Theoretische Vorüberlegungen zur Bewertung von evolutiven Schritten
Dirk Schulze-Makuch & William Bains spielen mit dem Gedanken, dass die Evolution komplexer Lebensformen wie auf der Erde vielleicht doch nicht die absolute Ausnahme im Weltall sein könnte. Der weit verbreiteten „Rare Earth“-Hypothese stellen sie die „Cosmic Zoo“-Hypothese entgegen: “The Cosmic Zoo: The (Near) Inevitability of the Evolution of Complex, Macroscopic Life” (Life 2016, 6(3), 25; doi:10.3390/life6030025 ).
Der Abstract der Publikation lautet: “Life on Earth provides a unique biological record from single-cell microbes to technologically intelligent life forms. Our evolution is marked by several major steps or innovations along a path of increasing complexity from microbes to space-faring humans. Here we identify various major key innovations, and use an analytical toolset consisting of a set of models to analyse how likely each key innovation is to occur. Our conclusion is that once the origin of life is accomplished, most of the key innovations can occur rather readily. The conclusion for other worlds is that if the origin of life can occur rather easily, we should live in a cosmic zoo, as the innovations necessary to lead to complex life will occur with high probability given sufficient time and habitat. On the other hand, if the origin of life is rare, then we might live in a rather empty universe.”
Diese Grundannahme, dass wir auf unserem blauen Planeten vielleicht doch in einem kosmischen Zoo inmitten einer ganzen Vielzahl anderer Lebensformen, ja vieleicht sogar Intelligenzen und Kulturen leben könnten, ist die Basis ihrers Buches “The Cosmic Zoo”.
Schulze-Makuch, Dirk, Bains, William: “The Cosmic Zoo – Complex Life on Many Worlds”.
Es ist ein für interessierte Laien verständlich geschriebenes Lehrbuch, das ich hier vorstellen möchte.
Die Einschätzung, wie wahrscheinlich die Entwicklung von Leben ist, differiert je nach methodischem Ansatz und Grundannahmen beträchtlich.

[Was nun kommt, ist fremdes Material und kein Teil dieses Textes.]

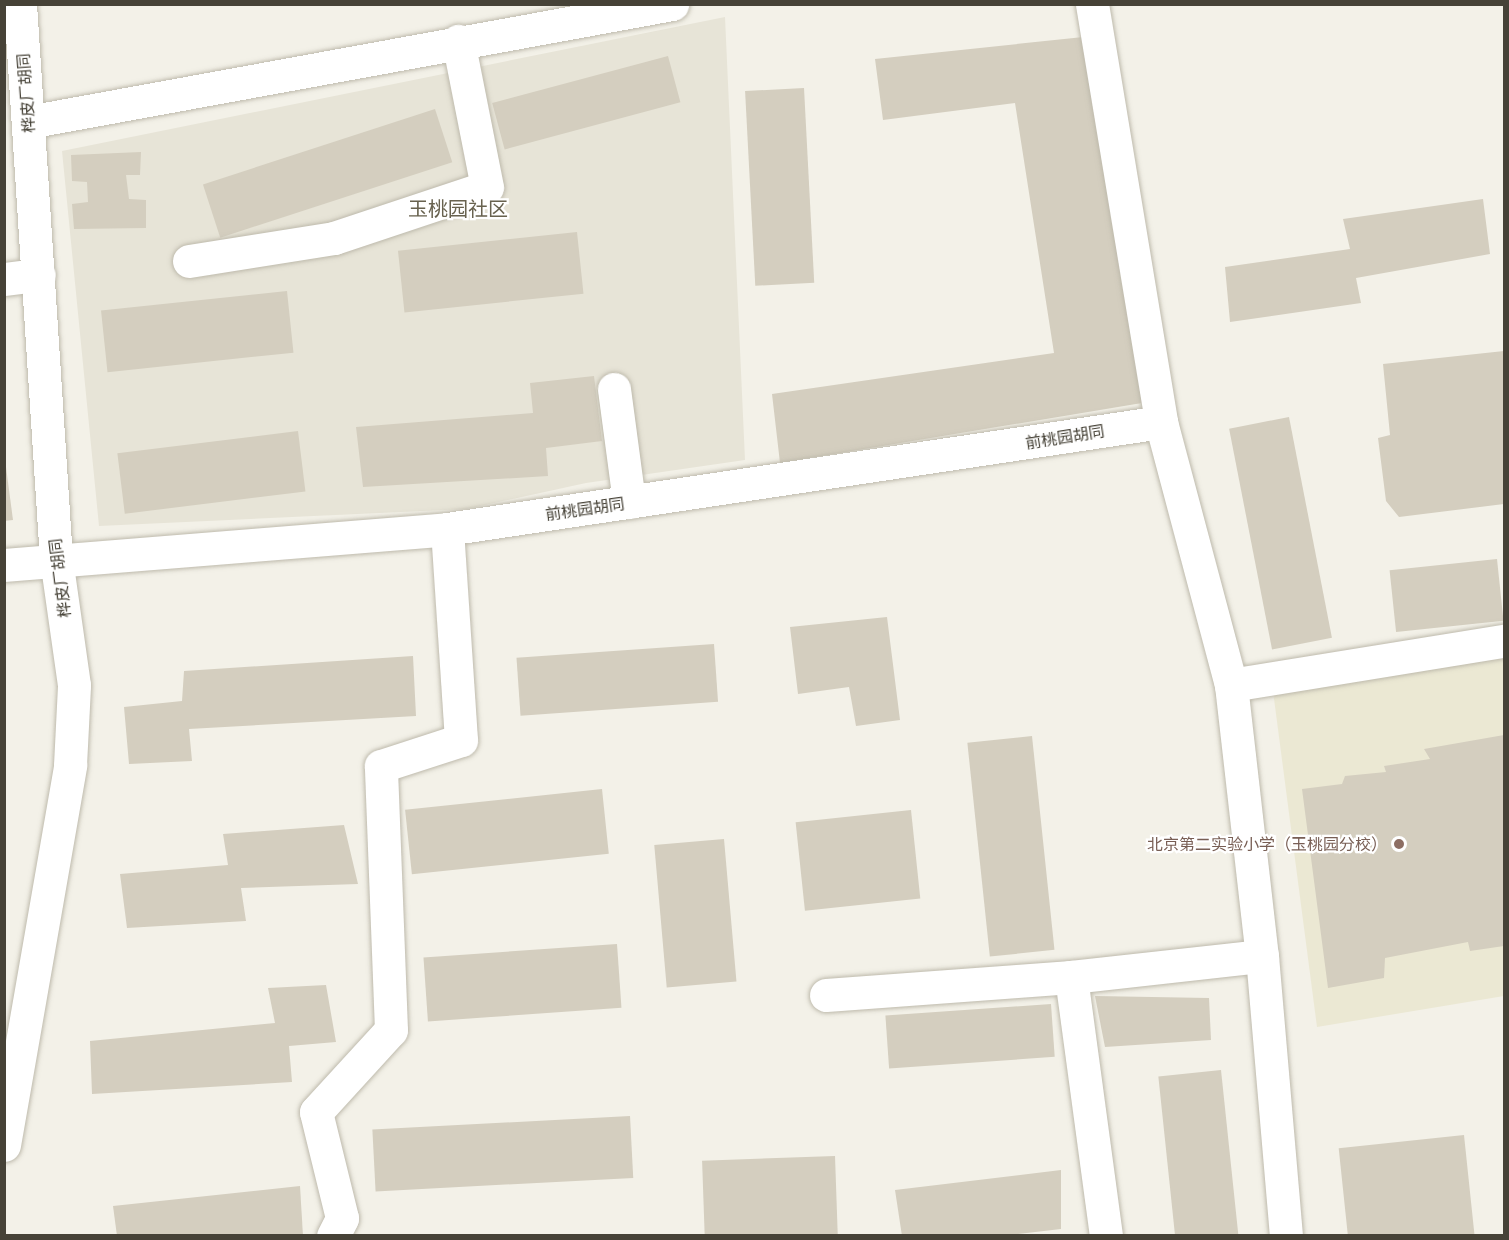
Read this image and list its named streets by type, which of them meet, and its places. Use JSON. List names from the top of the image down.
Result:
{
  "streets": {
    "street": ["桦皮厂胡同", "前桃园胡同"]
  },
  "crossings": [
    ["桦皮厂胡同", "前桃园胡同"]
  ],
  "districts": ["玉桃园社区"],
  "places": ["北京第二实验小学（玉桃园分校）"]
}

Genauso wie die Einschätzung, ob und wie dann weitere evolutive Schritte geschehen könnten. Schulze-Makuch und Bains betrachten die Evolution von Leben am Beispiel des irdischen Lebens. Das Augenmerk liegt dabei auf besonders wichtigen biologischen Innovationen, also evolutiven Schritten, die die Entwicklung maßgeblich beeinflusst haben. Solche Schlüssel-Innovationen haben dann jeweils den Übergang zu einer weiteren Stufe der Komplexität geebnet.
Zur Gewichtung und Klassifikation dieser Innovationen stellen sie einen Werkzeugkoffer voller wissenschaftlicher Werkzeuge (Tool-set) vor. Darin: Drei verschiedene theoretische Ansätze vor: Das „Critcal Path Model“, das „Random Walk Model“ und das „Many Paths Model“ (S. 9).
Dabei geht es um die grundlegende Philosophie hinter der Beurteilung von Fakten: Ist jeder evolutive Schritt ein Ereignis für sich, oder ist es wahrscheinlicher, dass verschiedene evolutive Schritte aufeinander folgen können oder müssen, wenn die Vorbedingungen dafür geschaffen sind?